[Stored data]
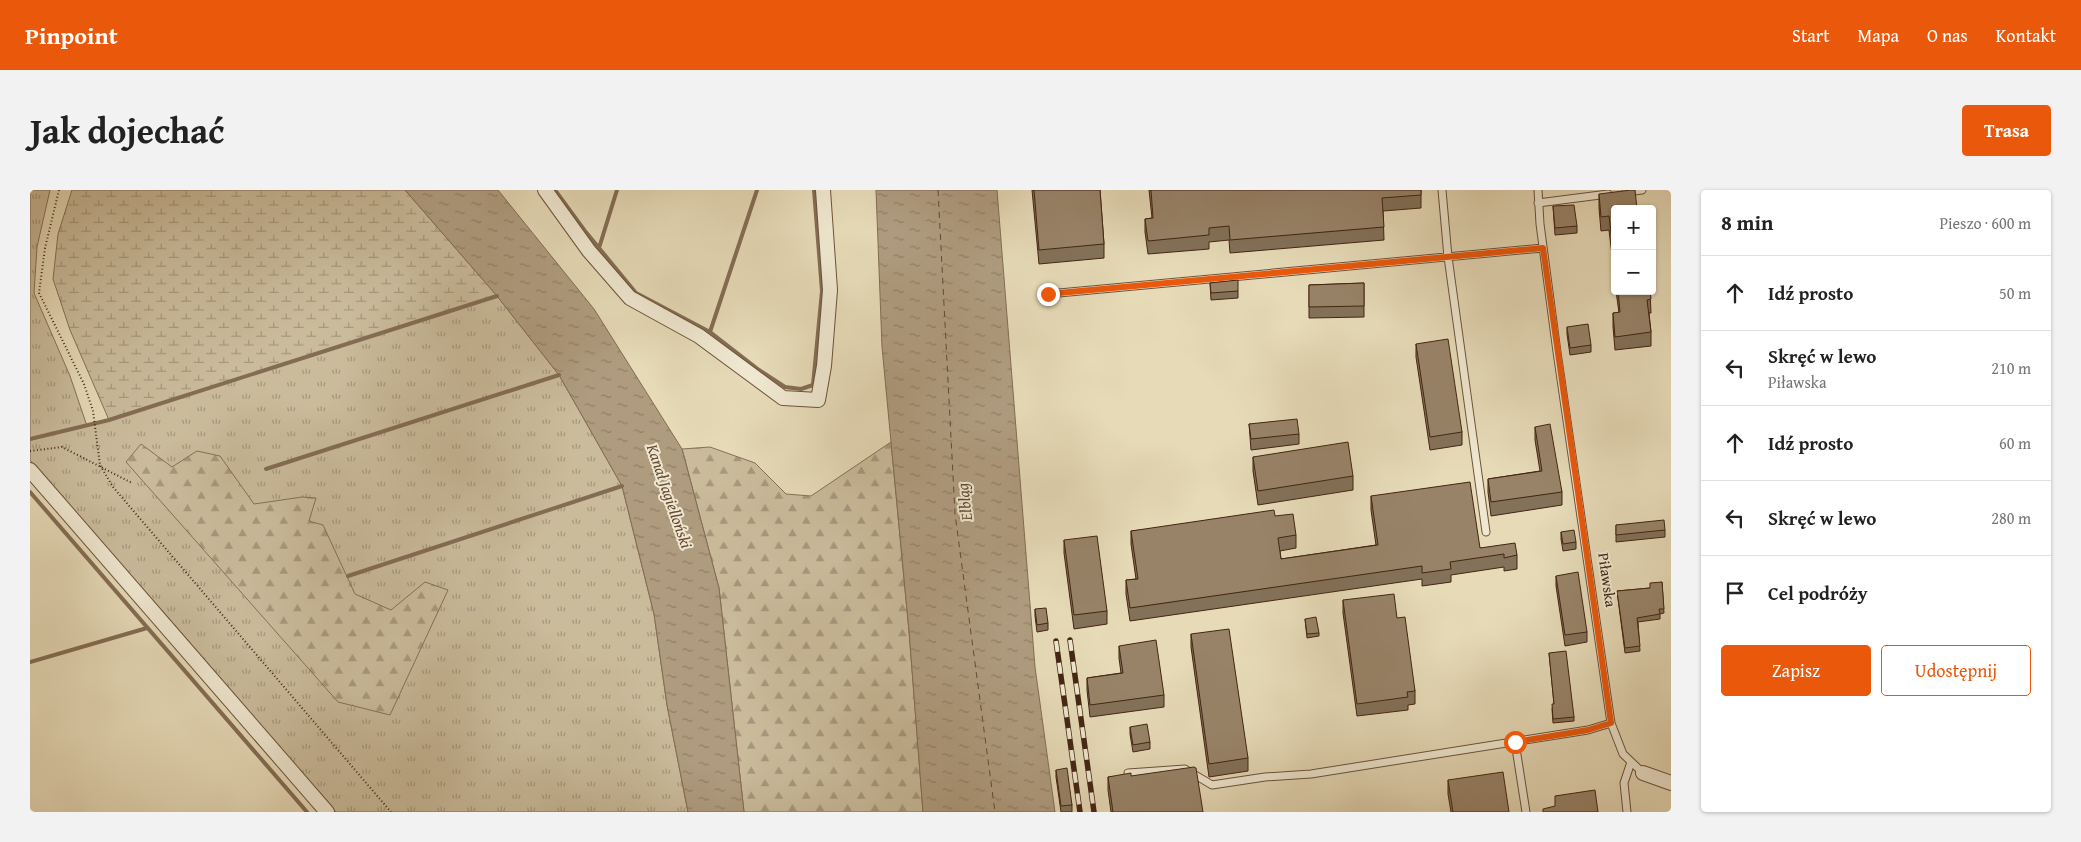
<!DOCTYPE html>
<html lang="pl">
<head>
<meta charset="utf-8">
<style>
  :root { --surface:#fff; --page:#f2f2f2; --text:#222; --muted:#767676; --line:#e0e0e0; --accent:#ea580c }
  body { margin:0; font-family:"Gentium Book Plus",serif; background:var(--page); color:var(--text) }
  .controls { position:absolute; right:15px; top:15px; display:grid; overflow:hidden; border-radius:5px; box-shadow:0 1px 4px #0004 }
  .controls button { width:45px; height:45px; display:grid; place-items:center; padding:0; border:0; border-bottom:1px solid var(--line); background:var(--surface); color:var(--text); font:25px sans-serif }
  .stop { position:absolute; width:15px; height:15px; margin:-11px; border:4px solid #ea580c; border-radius:50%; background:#fff }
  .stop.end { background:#ea580c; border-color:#fff; box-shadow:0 1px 5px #0008 }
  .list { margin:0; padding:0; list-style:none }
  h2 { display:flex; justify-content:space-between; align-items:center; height:65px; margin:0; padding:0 20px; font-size:21px }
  h2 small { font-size:16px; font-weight:400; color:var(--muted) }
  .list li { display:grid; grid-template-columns:32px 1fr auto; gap:15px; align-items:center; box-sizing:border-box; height:75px; padding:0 20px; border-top:1px solid var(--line) }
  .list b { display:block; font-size:19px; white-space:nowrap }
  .list p { margin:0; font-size:16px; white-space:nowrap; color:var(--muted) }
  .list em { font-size:16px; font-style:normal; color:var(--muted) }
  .actions { display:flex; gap:10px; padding:15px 20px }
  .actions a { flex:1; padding:11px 0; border:1px solid var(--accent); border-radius:5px; text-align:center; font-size:18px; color:var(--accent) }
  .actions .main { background:var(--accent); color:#fff }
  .icon { flex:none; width:28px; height:28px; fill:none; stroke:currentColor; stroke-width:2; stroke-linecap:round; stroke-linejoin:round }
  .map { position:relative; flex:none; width:1641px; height:622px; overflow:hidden; border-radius:5px }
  header { display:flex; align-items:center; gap:30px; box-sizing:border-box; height:70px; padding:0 25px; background:var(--accent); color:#fff }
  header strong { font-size:24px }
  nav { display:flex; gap:28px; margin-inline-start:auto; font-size:18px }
  .intro { display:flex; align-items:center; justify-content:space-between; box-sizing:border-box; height:120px; padding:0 30px }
  h1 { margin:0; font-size:35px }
  .button { padding:12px 22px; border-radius:5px; background:var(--accent); color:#fff; font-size:18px; font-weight:700 }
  main { display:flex; gap:30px; padding:0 30px }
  aside { flex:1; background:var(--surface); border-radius:5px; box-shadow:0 1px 4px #0004 }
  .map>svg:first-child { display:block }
  .grass { fill:url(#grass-tufts); stroke:#867056 }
  .forest { fill:url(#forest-firs); stroke:#867056 }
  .wetland { fill:url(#wetland-marsh); stroke:#867056 }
  .water { fill:url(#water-ripples); stroke:#846c53 }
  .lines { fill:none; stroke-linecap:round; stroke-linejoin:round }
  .stream { stroke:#846c53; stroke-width:4 }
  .ferry { stroke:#634933; stroke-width:1; stroke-dasharray:6 5; stroke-linecap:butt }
  .service-casing { stroke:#6c523b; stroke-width:9 }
  .minor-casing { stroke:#6c523b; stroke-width:16 }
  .path { stroke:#432512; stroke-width:2; stroke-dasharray:1 2.5; stroke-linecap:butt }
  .service { stroke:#efe7d0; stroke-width:7 }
  .minor { stroke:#efe7d0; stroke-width:14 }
  .rail-casing { stroke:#432512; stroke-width:5.5 }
  .rail { stroke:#efe7d0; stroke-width:4; stroke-dasharray:11; stroke-linecap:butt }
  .wall { fill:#837159; stroke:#432512 }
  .building { fill:#988368; stroke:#432512 }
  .route { stroke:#ea580c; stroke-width:6 }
  .labels { text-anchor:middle; stroke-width:4; stroke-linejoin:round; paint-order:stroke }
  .street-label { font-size:15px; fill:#432512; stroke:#efe7d0 }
  .water-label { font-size:16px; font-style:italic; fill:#634933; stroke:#efe7d0 }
</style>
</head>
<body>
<header>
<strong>Pinpoint</strong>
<nav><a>Start</a><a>Mapa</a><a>O nas</a><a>Kontakt</a></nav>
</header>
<div class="intro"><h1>Jak dojechać</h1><a class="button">Trasa</a></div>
<main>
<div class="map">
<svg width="1641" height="622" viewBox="0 0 1641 622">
  <defs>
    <pattern id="grass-tufts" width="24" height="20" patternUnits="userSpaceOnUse" patternTransform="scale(1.25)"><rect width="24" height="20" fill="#cabb9b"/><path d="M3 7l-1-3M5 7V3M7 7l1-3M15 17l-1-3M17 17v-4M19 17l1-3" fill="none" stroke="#a6987d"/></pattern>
    <pattern id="forest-firs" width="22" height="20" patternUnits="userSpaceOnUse" patternTransform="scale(1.25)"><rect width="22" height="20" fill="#cabb9b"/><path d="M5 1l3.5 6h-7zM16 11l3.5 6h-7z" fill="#a6987d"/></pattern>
    <pattern id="wetland-marsh" width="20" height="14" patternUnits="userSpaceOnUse" patternTransform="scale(1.25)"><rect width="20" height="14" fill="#cabb9b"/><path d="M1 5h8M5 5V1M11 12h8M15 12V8" fill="none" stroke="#a6987d"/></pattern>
    <pattern id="water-ripples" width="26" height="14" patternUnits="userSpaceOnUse" patternTransform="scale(1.25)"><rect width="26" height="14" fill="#af9c7f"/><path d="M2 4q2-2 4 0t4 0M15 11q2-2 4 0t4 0" fill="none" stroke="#907f67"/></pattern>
  </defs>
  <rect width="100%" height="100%" fill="#e6dab7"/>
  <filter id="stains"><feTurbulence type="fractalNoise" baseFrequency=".004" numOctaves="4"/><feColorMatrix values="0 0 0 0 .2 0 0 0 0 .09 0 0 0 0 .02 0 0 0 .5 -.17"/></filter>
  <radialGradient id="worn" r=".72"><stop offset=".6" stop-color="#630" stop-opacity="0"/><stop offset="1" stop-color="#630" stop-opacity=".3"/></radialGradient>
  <path class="grass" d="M 0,0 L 20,0 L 7,57 L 4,103 L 40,186 L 57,236 L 467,106 L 529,185 L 592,296 L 624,424 L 637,515 L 658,622 L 306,622 L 136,425 L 54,334 L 0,270 Z"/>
  <path class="forest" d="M 861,252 L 879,441 L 893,622 L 714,622 L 689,398 L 652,259 L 680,257 L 725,273 L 756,304 L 781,306 Z
    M 111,254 L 142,277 L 167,261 L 190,266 L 224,314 L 272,307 L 286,308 L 279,331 L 293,335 L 325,404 L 361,420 L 395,392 L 418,400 L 360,525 L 308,512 L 96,272 Z"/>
  <path class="wetland" d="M 42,0 L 375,0 L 467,106 L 79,230 L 40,140 L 23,89 L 28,44 Z"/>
  <path class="water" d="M 375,0 L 468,0 L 564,119 L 652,259 L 689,398 L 714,622 L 658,622 L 637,515 L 624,424 L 592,296 L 529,185 L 467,106 Z
    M 846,0 L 967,0 L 1005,477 L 1025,622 L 893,622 L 879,441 L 852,157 Z"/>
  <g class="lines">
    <path class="stream" d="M 525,0 L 555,41 L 606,103 L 680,142 L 729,180 L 755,197 L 771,199 L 783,195 L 792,101 L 784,0
      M 569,58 L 587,0
      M 680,142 L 727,0
      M 0,249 L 79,230 L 467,106
      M 236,279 L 529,185
      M 0,302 L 277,622
      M 318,386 L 592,296
      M 0,472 L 117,438"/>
    <path class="ferry" d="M 908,0 L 925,324 L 965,622"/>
    <g class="service-casing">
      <path id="service" d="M 1412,0 L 1418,67 L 1456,342
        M 1508,0 L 1510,34 L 1527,162 L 1581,533 L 1593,564 L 1613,583
        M 1596,2 L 1612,0
        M 1508,13 L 1578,4
        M 1018,104 L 1513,58
        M 1485,552 L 1496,622
        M 1098,583 L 1155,579 L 1182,595 L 1235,587 L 1281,584 L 1558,540 L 1581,533
        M 1597,622 L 1594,593 L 1601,572"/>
    </g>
    <g class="minor-casing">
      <path id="minor" d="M 515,0 L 559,61 L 600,108 L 669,146 L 753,208 L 788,210 L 794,176 L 800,100 L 793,0
        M 0,280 L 297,622
        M 1613,583 L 1641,593"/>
    </g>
    <path class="path" d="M 29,0 L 15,58 L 9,103 L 54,194 L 63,221 L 70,275 L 83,297 L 361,622
      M 0,261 L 32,257 L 102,293"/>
    <use href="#service" class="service"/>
    <use href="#minor" class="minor"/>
    <g class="rail-casing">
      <path id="rail" d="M 1040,450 L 1064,622
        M 1026,451 L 1050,622"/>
    </g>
    <use href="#rail" class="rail"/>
  </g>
  <path class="wall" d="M 1002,0 L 1070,0 L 1074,54 L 1074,68 L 1009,74 Z
    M 1119,0 L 1391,0 L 1391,18 L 1353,21 L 1354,50 L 1200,63 L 1199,50 L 1179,52 L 1179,59 L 1118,64 L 1115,42 L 1115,29 L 1122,28 Z
    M 1569,4 L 1585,19 L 1585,89 L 1579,40 L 1571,41 L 1569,18 Z
    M 1523,16 L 1547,36 L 1547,43 L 1525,45 Z
    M 1180,93 L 1208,101 L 1208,108 L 1181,110 Z
    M 1334,93 L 1334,127 L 1279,128 L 1279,95 Z
    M 1586,101 L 1620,101 L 1621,123 L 1619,123 L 1621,142 L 1621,156 L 1585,160 L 1583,137 L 1583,123 L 1589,123 Z
    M 1537,137 L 1561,155 L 1561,162 L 1540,165 L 1537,144 Z
    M 1386,154 L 1432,242 L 1432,255 L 1400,260 L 1386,167 Z
    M 1219,234 L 1269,244 L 1269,254 L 1221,260 Z
    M 1505,237 L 1532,302 L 1532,315 L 1461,326 L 1458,302 L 1458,289 L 1510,281 L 1505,250 Z
    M 1223,267 L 1323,286 L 1323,300 L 1228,315 L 1223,281 Z
    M 1341,306 L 1450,358 L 1487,365 L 1487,379 L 1474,381 L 1474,377 L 1421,385 L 1421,392 L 1392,396 L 1392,389 L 1100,431 L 1096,404 L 1096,390 L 1106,389 L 1101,354 L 1101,341 L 1245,326 L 1266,345 L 1266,358 L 1250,361 L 1251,369 L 1346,355 L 1341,320 Z
    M 1586,335 L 1635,340 L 1635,347 L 1586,352 Z
    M 1531,342 L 1546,352 L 1546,359 L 1533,361 L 1531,349 Z
    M 1034,350 L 1077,421 L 1077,434 L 1044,439 L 1034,363 Z
    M 1526,386 L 1557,442 L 1557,452 L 1535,456 L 1526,396 Z
    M 1632,392 L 1634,423 L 1630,424 L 1630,429 L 1608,432 L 1610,461 L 1595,463 L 1587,401 L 1620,398 Z
    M 1313,410 L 1367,428 L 1385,501 L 1385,514 L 1378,515 L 1378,520 L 1327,526 L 1313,423 Z
    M 1005,419 L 1018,433 L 1018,440 L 1007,442 L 1005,426 Z
    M 1275,429 L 1289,443 L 1289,446 L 1277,448 Z
    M 1161,444 L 1218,568 L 1218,581 L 1179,587 L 1161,457 Z
    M 1089,456 L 1134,505 L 1134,517 L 1060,527 L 1057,500 L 1057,488 L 1091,483 L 1089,468 Z
    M 1519,463 L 1544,527 L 1544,531 L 1523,533 L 1522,519 L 1524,514 Z
    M 1100,537 L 1120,552 L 1120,559 L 1103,562 L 1100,544 Z
    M 1026,580 L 1042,615 L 1042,622 L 1031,622 L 1026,587 Z
    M 1101,586 L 1173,622 L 1081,622 L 1078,600 L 1078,587 Z
    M 1418,590 L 1479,622 L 1421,622 L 1418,604 Z"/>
  <path class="building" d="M 1004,0 L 1070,0 L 1074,54 L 1009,60 Z
    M 1121,0 L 1391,0 L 1391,5 L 1352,8 L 1354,37 L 1200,50 L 1199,36 L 1179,38 L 1179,45 L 1118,51 L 1115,29 L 1123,28 Z
    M 1601,0 L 1605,0 L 1607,19 L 1585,19 L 1585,75 L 1579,26 L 1571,27 L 1569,4 Z
    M 1544,15 L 1547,36 L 1525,38 L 1523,16 Z
    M 1208,90 L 1208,101 L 1181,103 L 1180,93 Z
    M 1334,93 L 1334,116 L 1279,117 L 1279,95 Z
    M 1588,101 L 1620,101 L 1621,109 L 1617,110 L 1621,142 L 1585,147 L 1583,123 L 1590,122 Z
    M 1558,134 L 1561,155 L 1540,158 L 1537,137 Z
    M 1418,149 L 1432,242 L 1400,247 L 1386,154 Z
    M 1267,229 L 1269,244 L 1221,249 L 1219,234 Z
    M 1520,234 L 1532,302 L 1461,312 L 1458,289 L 1512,281 L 1505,237 Z
    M 1318,252 L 1323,286 L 1228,301 L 1223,267 Z
    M 1440,292 L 1450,358 L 1485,353 L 1487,365 L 1474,368 L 1474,364 L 1420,372 L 1421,379 L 1392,383 L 1392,376 L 1100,418 L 1096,390 L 1108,389 L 1101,341 L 1244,320 L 1245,326 L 1263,324 L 1266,345 L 1248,348 L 1251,369 L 1348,355 L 1341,306 Z
    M 1634,330 L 1635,340 L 1586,345 L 1586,335 Z
    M 1544,340 L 1546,352 L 1533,354 L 1531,342 Z
    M 1067,346 L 1077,421 L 1044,425 L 1034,350 Z
    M 1548,382 L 1557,442 L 1535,445 L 1526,386 Z
    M 1632,392 L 1634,419 L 1629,419 L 1630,424 L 1607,428 L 1610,456 L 1595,458 L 1587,401 L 1620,398 L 1620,393 Z
    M 1364,404 L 1367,428 L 1375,427 L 1385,501 L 1377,502 L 1378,507 L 1327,514 L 1313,410 Z
    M 1016,418 L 1018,433 L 1007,435 L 1005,419 Z
    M 1286,427 L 1289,443 L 1277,444 L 1275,429 Z
    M 1199,439 L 1218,568 L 1179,574 L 1161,444 Z
    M 1126,450 L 1134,505 L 1060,515 L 1057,488 L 1093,483 L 1089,456 Z
    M 1536,461 L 1544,527 L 1523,529 L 1522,514 L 1524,514 L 1519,463 Z
    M 1117,534 L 1120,552 L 1103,555 L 1100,537 Z
    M 1164,577 L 1166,578 L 1173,622 L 1083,622 L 1078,587 L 1101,583 L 1101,586 Z
    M 1037,578 L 1042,615 L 1031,616 L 1026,580 Z
    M 1473,582 L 1479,622 L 1423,622 L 1418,590 Z
    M 1565,600 L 1568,622 L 1513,622 L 1513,619 L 1525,616 L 1525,606 Z"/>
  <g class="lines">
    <path class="route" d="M 1018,104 L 1513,58 L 1581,533 L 1558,540 L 1485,552"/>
  </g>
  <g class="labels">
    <g class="street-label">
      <text transform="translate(1577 390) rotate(82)" y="5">Piławska</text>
    </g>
    <g class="water-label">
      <text transform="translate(640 306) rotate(71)" y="6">Kanał Jagielloński</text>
      <text transform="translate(934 312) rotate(-97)" y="6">Elbląg</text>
    </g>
  </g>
  <rect width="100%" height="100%" filter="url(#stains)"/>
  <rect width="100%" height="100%" fill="url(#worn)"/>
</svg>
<div class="controls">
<button>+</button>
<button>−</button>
</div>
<div class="stop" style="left:1485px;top:552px"></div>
<div class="stop end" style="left:1018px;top:104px"></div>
</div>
<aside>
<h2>8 min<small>Pieszo · 600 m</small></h2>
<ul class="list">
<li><svg class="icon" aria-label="ahead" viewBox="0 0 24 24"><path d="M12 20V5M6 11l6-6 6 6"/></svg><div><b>Idź prosto</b></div><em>50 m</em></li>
<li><svg class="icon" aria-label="left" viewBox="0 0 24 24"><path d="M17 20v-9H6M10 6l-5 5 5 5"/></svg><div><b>Skręć w lewo</b><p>Piławska</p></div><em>210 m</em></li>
<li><svg class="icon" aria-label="ahead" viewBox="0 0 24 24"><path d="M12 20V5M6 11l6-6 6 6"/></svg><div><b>Idź prosto</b></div><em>60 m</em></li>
<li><svg class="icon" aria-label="left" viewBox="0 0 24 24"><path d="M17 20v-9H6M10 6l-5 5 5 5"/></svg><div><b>Skręć w lewo</b></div><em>280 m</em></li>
<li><svg class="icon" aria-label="arrive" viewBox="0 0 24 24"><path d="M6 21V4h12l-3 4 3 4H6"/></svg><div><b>Cel podróży</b></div></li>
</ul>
<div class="actions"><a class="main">Zapisz</a><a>Udostępnij</a></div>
</aside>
</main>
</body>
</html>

**Your objective**. Copy each line from the data above that includes "grid".

**Response below**.
  .controls { position:absolute; right:15px; top:15px; display:grid; overflow:hidden; border-radius:5px; box-shadow:0 1px 4px #0004 }
  .controls button { width:45px; height:45px; display:grid; place-items:center; padding:0; border:0; border-bottom:1px solid var(--line); background:var(--surface); color:var(--text); font:25px sans-serif }
  .list li { display:grid; grid-template-columns:32px 1fr auto; gap:15px; align-items:center; box-sizing:border-box; height:75px; padding:0 20px; border-top:1px solid var(--line) }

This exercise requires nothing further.